14476
sözlükte tekrar yazmama sebebiyet vermiş hoca. galatasaray teknik direktörü. muhtemelen suyun karşı tarafınında etki ajanlarıyla birlikte bir sinerji ortaya çıktı. galatasaray taraftarının içinde birikmiş kin ve nefreti yellediler. tamam eleştiri zaten olacaktı ama dozu saçmalama boyutuna çıkmayacaktı belki.
ama yaşı 20-25 güruh ile, bizim gibi 40 görmüş ve bizden biraz daha şerbetlilerin oluşturduğu birtakım köşeler var. yaşları genç olanların fikriyatını açık ve net bir şekilde önemsemiyorum çünkü hayata bakış açıları net bir şekilde olgunlaşmamış ve ayakları yere basmayan fikirleri futboldaki tecrübeleriyle birleştirmeleri sonucu bir "istifa" dalgası kopuyor iki gündür.

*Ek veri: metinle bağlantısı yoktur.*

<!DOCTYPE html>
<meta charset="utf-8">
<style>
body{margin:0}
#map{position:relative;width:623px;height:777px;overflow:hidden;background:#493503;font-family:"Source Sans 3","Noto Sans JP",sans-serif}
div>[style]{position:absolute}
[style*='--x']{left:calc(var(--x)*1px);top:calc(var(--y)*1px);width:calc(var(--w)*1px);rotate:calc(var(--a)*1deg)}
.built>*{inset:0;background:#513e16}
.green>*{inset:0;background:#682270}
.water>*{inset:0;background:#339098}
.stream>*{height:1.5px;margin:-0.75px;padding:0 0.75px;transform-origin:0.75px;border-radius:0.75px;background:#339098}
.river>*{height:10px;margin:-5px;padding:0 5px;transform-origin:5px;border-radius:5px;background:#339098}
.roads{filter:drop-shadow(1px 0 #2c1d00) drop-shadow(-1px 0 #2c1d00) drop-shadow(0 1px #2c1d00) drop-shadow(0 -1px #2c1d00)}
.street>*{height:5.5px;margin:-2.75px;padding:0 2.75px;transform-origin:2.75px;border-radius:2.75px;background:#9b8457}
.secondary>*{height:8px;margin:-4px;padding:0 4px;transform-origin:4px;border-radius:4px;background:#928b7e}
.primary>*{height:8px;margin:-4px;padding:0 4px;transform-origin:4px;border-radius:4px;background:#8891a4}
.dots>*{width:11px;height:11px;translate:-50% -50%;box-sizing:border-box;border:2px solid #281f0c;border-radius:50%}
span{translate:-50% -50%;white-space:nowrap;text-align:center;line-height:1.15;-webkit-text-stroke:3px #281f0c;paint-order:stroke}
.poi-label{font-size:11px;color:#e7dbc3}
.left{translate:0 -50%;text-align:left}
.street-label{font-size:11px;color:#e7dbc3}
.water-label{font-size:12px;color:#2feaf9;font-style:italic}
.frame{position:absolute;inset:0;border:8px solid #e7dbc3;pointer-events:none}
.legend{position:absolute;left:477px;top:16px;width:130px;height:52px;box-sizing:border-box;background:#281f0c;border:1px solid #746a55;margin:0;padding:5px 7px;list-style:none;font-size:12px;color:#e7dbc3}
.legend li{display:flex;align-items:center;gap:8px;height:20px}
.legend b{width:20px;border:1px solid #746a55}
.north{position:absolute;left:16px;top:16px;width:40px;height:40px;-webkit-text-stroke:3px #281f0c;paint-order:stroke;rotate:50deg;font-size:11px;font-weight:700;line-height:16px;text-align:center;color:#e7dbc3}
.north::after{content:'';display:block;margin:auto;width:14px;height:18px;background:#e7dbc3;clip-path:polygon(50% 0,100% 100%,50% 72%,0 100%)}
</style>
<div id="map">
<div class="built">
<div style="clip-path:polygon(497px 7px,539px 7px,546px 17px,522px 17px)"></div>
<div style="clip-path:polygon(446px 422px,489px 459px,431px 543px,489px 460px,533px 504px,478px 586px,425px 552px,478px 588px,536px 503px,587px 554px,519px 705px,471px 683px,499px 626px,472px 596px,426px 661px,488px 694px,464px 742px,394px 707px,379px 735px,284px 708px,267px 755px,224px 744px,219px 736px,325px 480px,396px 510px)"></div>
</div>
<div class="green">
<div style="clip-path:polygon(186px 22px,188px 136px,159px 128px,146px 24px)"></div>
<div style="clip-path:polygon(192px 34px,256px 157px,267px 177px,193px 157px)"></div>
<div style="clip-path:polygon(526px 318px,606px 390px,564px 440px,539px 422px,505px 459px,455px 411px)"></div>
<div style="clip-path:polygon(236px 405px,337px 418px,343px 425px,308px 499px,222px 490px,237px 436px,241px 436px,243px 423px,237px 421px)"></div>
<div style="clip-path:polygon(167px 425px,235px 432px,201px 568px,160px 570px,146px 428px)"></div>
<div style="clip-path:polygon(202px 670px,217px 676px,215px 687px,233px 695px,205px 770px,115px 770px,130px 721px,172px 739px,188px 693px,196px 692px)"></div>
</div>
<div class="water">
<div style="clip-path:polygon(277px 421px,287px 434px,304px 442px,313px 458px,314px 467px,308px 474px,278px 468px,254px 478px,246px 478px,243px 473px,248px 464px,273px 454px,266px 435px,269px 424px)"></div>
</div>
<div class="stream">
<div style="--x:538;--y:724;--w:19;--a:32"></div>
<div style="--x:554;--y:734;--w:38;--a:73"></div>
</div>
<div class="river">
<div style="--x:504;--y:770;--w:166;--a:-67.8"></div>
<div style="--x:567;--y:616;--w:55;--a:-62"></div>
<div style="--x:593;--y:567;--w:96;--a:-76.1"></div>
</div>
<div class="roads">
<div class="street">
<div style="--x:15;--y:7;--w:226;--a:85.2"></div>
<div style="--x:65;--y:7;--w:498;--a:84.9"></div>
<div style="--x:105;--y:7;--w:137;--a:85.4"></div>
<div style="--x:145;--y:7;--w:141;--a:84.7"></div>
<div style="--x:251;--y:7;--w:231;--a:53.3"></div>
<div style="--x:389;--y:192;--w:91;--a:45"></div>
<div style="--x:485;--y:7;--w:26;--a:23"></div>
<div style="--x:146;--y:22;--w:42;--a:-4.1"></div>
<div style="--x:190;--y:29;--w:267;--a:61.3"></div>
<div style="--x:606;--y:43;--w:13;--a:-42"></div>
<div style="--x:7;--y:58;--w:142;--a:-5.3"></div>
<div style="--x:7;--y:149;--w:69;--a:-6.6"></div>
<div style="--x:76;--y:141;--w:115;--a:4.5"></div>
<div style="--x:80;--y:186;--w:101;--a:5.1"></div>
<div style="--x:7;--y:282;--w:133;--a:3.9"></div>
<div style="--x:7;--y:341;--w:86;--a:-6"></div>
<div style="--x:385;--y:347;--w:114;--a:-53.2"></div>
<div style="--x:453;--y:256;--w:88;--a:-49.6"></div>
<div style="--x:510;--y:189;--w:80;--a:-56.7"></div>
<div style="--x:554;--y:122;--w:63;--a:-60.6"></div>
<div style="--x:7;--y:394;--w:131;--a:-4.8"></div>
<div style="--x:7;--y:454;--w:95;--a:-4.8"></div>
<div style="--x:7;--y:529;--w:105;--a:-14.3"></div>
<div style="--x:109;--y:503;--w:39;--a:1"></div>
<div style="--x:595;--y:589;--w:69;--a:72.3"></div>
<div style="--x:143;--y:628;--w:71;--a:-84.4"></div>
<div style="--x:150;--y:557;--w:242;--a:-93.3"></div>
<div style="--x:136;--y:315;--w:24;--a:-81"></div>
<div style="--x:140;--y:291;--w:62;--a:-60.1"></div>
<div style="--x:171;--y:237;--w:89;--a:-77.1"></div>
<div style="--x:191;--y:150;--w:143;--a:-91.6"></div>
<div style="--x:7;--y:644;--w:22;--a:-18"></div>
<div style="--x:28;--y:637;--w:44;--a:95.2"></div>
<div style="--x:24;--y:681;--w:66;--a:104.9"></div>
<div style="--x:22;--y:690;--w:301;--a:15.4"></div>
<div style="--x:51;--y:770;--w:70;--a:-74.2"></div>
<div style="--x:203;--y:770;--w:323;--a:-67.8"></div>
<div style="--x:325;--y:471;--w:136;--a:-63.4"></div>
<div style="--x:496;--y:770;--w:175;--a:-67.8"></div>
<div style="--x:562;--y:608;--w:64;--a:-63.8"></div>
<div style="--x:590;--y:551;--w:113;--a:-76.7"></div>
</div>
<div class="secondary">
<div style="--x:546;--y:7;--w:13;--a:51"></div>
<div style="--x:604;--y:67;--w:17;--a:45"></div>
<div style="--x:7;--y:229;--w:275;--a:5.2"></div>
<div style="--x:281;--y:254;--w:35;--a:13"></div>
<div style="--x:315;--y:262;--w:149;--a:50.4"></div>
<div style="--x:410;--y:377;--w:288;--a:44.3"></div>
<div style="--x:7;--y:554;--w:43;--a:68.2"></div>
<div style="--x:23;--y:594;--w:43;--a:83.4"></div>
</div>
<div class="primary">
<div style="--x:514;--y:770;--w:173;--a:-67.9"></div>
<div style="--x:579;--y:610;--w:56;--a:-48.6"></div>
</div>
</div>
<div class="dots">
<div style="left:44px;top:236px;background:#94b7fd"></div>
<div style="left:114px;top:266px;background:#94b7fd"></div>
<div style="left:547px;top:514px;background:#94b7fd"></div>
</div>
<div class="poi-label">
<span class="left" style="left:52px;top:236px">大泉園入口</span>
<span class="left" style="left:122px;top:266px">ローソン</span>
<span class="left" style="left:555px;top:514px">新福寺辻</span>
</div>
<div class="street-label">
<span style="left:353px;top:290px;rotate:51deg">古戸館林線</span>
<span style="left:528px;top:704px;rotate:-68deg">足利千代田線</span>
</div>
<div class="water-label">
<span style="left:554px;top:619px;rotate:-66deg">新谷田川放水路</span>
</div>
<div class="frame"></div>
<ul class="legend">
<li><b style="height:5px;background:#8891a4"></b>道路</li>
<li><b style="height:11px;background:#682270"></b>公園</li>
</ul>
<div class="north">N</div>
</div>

yaşları ilerlemiş abilerimizde her şeyi çok bildikleri için ne dersek doğrudur diyerek, vur patlasın çal oynasın.
bu grupları arasındaki aklı selim insanları tenzih ediyorum. nedir o aklı selim? aklı selim; fitne zamanı esen rüzgarın dinmesi bekler ve dilini tutar, sabreder.

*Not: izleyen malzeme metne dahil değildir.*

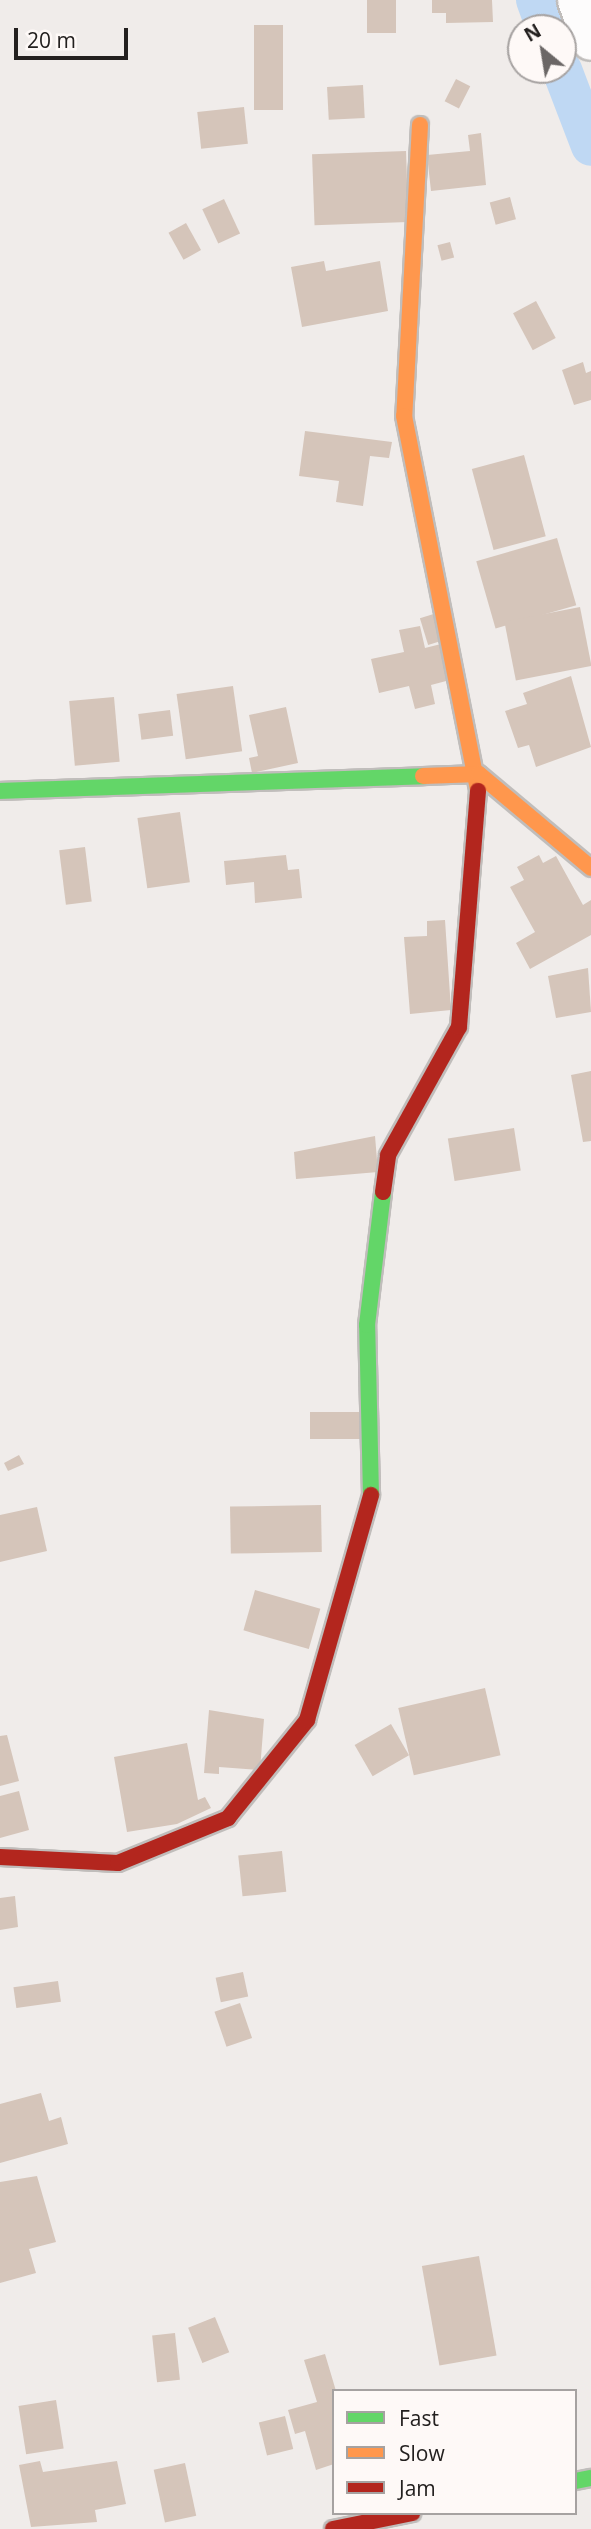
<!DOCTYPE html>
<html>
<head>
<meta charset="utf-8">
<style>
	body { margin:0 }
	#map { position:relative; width:591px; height:2529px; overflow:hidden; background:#f0ecea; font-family:"Open Sans",sans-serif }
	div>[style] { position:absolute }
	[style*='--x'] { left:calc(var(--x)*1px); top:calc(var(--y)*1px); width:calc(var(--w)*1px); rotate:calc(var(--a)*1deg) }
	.canal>* { height:40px; margin:-20px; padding:0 20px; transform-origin:20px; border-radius:20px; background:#bfd8f3 }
	.building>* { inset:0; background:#d5c5ba; transform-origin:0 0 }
	.roads { filter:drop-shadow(2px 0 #c0bdbb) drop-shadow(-2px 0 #c0bdbb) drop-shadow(0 2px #c0bdbb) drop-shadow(0 -2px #c0bdbb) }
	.street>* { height:38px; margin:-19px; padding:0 19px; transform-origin:19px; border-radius:19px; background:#fdfcfc }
	.fast>* { height:16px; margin:-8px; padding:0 8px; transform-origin:8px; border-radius:8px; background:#63d668 }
	.slow>* { height:16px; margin:-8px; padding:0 8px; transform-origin:8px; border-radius:8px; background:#ff974d }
	.jam>* { height:16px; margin:-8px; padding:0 8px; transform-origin:8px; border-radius:8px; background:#b3261e }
	span { translate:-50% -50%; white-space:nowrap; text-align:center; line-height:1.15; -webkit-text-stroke:6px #fef9f7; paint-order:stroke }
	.legend { position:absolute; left:332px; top:2389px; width:245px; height:126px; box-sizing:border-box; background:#fef9f7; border:2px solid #a6a2a1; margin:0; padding:9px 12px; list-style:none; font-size:21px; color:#23201f }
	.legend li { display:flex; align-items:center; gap:14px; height:35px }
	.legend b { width:35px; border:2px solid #a6a2a1 }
	.north { position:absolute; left:507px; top:14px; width:70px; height:70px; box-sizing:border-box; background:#fef9f7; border:2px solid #a6a2a1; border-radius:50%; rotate:330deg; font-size:19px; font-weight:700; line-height:28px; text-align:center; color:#23201f }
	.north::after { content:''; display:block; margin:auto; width:24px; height:32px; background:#6b6766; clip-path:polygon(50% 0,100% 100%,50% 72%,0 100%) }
	.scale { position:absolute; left:14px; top:28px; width:114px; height:32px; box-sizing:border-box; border:4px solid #23201f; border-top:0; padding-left:9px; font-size:21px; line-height:24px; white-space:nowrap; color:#23201f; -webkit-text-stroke:5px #fef9f7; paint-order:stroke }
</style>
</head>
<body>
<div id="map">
	<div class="canal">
		<div style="--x:536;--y:0;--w:30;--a:70"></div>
		<div style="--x:562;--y:70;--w:81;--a:69.1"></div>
	</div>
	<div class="building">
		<div style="left:367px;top:0;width:29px;height:33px"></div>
		<div style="clip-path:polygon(432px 0,492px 0,493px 22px,446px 23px,446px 13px,432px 13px)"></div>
		<div style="left:254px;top:25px;width:29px;height:85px"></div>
		<div style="left:456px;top:79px;width:16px;height:25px;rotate:27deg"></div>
		<div style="left:363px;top:85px;width:33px;height:36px;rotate:87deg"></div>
		<div style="left:244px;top:107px;width:37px;height:47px;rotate:84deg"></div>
		<div style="clip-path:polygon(481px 133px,486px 185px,431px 191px,427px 155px,470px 151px,468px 135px)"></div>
		<div style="left:406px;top:151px;width:71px;height:94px;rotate:88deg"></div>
		<div style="left:510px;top:197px;width:23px;height:21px;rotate:75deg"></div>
		<div style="left:224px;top:199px;width:38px;height:24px;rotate:65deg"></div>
		<div style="left:186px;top:223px;width:31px;height:20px;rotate:61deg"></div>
		<div style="left:450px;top:242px;width:16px;height:13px;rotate:75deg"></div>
		<div style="clip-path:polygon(324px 261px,326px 271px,380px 261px,388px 311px,302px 327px,291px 267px)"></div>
		<div style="left:536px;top:301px;width:42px;height:26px;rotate:62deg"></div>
		<div style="clip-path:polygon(583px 362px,586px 373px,591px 371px,591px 400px,574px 405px,562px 370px)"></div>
		<div style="clip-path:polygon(305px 431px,392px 442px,389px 458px,370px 456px,363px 506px,336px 502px,339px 481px,299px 476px)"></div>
		<div style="left:524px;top:455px;width:84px;height:54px;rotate:75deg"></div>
		<div style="left:557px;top:538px;width:70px;height:84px;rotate:74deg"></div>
		<div style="left:580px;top:607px;width:60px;height:77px;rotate:79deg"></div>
		<div style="left:440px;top:612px;width:28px;height:21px;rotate:73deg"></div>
		<div style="clip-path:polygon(420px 626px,425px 648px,441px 644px,450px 680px,431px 685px,435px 704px,415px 709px,409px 686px,379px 693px,371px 659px,404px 652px,399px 630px)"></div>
		<div style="clip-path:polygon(571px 676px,591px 747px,536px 767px,529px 745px,518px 748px,505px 711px,527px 704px,523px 693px)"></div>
		<div style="left:233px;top:686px;width:66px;height:57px;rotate:82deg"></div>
		<div style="left:114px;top:697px;width:65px;height:45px;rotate:85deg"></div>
		<div style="clip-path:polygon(286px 707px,298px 763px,252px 773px,249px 758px,258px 756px,249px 715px)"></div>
		<div style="left:170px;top:710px;width:26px;height:32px;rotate:83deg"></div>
		<div style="left:180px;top:812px;width:71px;height:43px;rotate:82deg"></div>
		<div style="left:85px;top:847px;width:55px;height:26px;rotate:83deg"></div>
		<div style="clip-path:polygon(286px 855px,288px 870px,299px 869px,302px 898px,255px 903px,254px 882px,226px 885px,224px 861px)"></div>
		<div style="clip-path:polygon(539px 855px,543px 863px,556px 856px,583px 905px,591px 900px,591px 935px,530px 969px,516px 943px,535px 932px,510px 887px,524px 880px,517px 867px)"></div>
		<div style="clip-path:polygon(445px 920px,451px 1010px,410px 1014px,404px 937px,427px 936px,427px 921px)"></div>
		<div style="clip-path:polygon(588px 968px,591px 1012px,556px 1018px,548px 976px)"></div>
		<div style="clip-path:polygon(591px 1071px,591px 1141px,583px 1142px,571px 1075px)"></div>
		<div style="left:514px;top:1128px;width:43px;height:67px;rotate:81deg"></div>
		<div style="clip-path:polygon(375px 1136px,378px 1172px,296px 1179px,294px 1152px)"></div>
		<div style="left:310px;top:1412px;width:52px;height:27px"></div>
		<div style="clip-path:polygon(19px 1455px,24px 1464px,8px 1471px,4px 1463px)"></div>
		<div style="left:321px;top:1505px;width:47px;height:91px;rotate:89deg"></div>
		<div style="clip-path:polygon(37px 1507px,47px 1551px,0 1562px,0 1515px)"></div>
		<div style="left:255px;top:1590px;width:68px;height:42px;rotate:16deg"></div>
		<div style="left:485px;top:1688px;width:69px;height:89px;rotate:77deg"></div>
		<div style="clip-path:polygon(209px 1710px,264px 1719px,260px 1770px,219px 1767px,219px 1774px,204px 1773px)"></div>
		<div style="left:391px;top:1724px;width:36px;height:42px;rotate:60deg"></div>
		<div style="clip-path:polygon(7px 1735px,19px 1781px,0 1786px,0 1736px)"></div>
		<div style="clip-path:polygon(187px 1743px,198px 1800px,205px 1797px,211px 1808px,177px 1824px,127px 1832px,114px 1757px)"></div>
		<div style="clip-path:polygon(19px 1791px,29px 1830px,0 1838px,0 1796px)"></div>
		<div style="left:282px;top:1851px;width:41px;height:44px;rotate:84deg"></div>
		<div style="clip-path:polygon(15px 1896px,18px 1927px,0 1930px,0 1898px)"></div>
		<div style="left:243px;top:1972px;width:25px;height:28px;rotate:78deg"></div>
		<div style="left:58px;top:1981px;width:21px;height:45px;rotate:82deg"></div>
		<div style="left:240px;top:2003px;width:37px;height:27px;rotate:71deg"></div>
		<div style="clip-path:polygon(41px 2093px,49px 2121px,61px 2117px,68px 2144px,0 2163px,0 2104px)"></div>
		<div style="clip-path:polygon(37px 2176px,56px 2242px,29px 2249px,36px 2273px,0 2283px,0 2182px)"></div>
		<div style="left:479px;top:2256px;width:101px;height:58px;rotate:80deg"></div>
		<div style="left:215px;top:2317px;width:38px;height:29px;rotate:68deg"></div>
		<div style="left:175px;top:2333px;width:47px;height:23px;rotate:84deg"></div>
		<div style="clip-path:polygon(325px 2354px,336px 2391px,334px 2464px,316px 2470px,305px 2431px,295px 2434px,288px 2410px,317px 2402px,304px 2360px)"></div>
		<div style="left:56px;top:2400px;width:49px;height:38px;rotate:81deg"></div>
		<div style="left:285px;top:2416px;width:34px;height:27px;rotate:76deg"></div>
		<div style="clip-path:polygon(40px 2461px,43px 2472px,117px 2461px,126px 2504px,95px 2510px,97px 2522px,31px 2527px,19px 2465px)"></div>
		<div style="left:185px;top:2463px;width:54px;height:32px;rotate:78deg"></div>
	</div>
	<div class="roads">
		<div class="street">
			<div style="--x:577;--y:0;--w:43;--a:71.1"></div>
		</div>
		<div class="fast">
			<div style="--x:0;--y:791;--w:423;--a:-2"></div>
			<div style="--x:371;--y:1495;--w:170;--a:-91.3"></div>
			<div style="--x:367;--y:1325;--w:134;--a:-83.1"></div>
			<div style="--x:575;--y:2481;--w:16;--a:-11"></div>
		</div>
		<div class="slow">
			<div style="--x:420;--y:125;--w:291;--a:93.1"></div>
			<div style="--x:404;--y:416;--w:382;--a:78.8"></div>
			<div style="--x:423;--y:776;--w:56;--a:-2"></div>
			<div style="--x:479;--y:774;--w:146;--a:40"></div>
		</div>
		<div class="jam">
			<div style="--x:383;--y:1192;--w:37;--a:-82"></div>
			<div style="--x:388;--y:1155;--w:146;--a:-61"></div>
			<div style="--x:459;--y:1027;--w:237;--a:-85.4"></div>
			<div style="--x:0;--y:1857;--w:118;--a:2.9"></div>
			<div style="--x:118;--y:1863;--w:119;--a:-22.2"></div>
			<div style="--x:228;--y:1818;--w:126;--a:-51.1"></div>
			<div style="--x:307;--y:1720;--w:234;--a:-74.1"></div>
			<div style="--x:333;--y:2529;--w:81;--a:-11.4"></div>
		</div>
	</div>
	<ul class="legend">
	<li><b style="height:9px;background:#63d668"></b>Fast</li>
	<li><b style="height:9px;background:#ff974d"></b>Slow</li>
	<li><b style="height:9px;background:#b3261e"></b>Jam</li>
	</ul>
	<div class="north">N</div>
	<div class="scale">20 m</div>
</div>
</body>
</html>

galatasaray'da eleştiri kültürü var diyerek saçma sapan bir argüman ortaya çıktı. bu argümanın altını zibilyon tane şeyle doldurdular. işin ucu sadece keyfe göre kaçtı. fatih terim'in futbol bilmediği, erden timur'un hiçbir şey yapmadığı, rahmetli mustafa cengiz'in şunu bunu, okan hocanın hiçbir şey oynatmadığı.
kasımpaşa beraberliği sonrası, kasımpaşa'nın teknik sorumlusunun izahatı, okan hocanın ciner'in takımının oyun şablonunu ilk yarı darmadağın ettiğini ortaya koydu. 45 dakikada 1 pozisyon. kaçırdığım varsa internetin azizliğine uğradığım anlara denk gelmiş olabilir.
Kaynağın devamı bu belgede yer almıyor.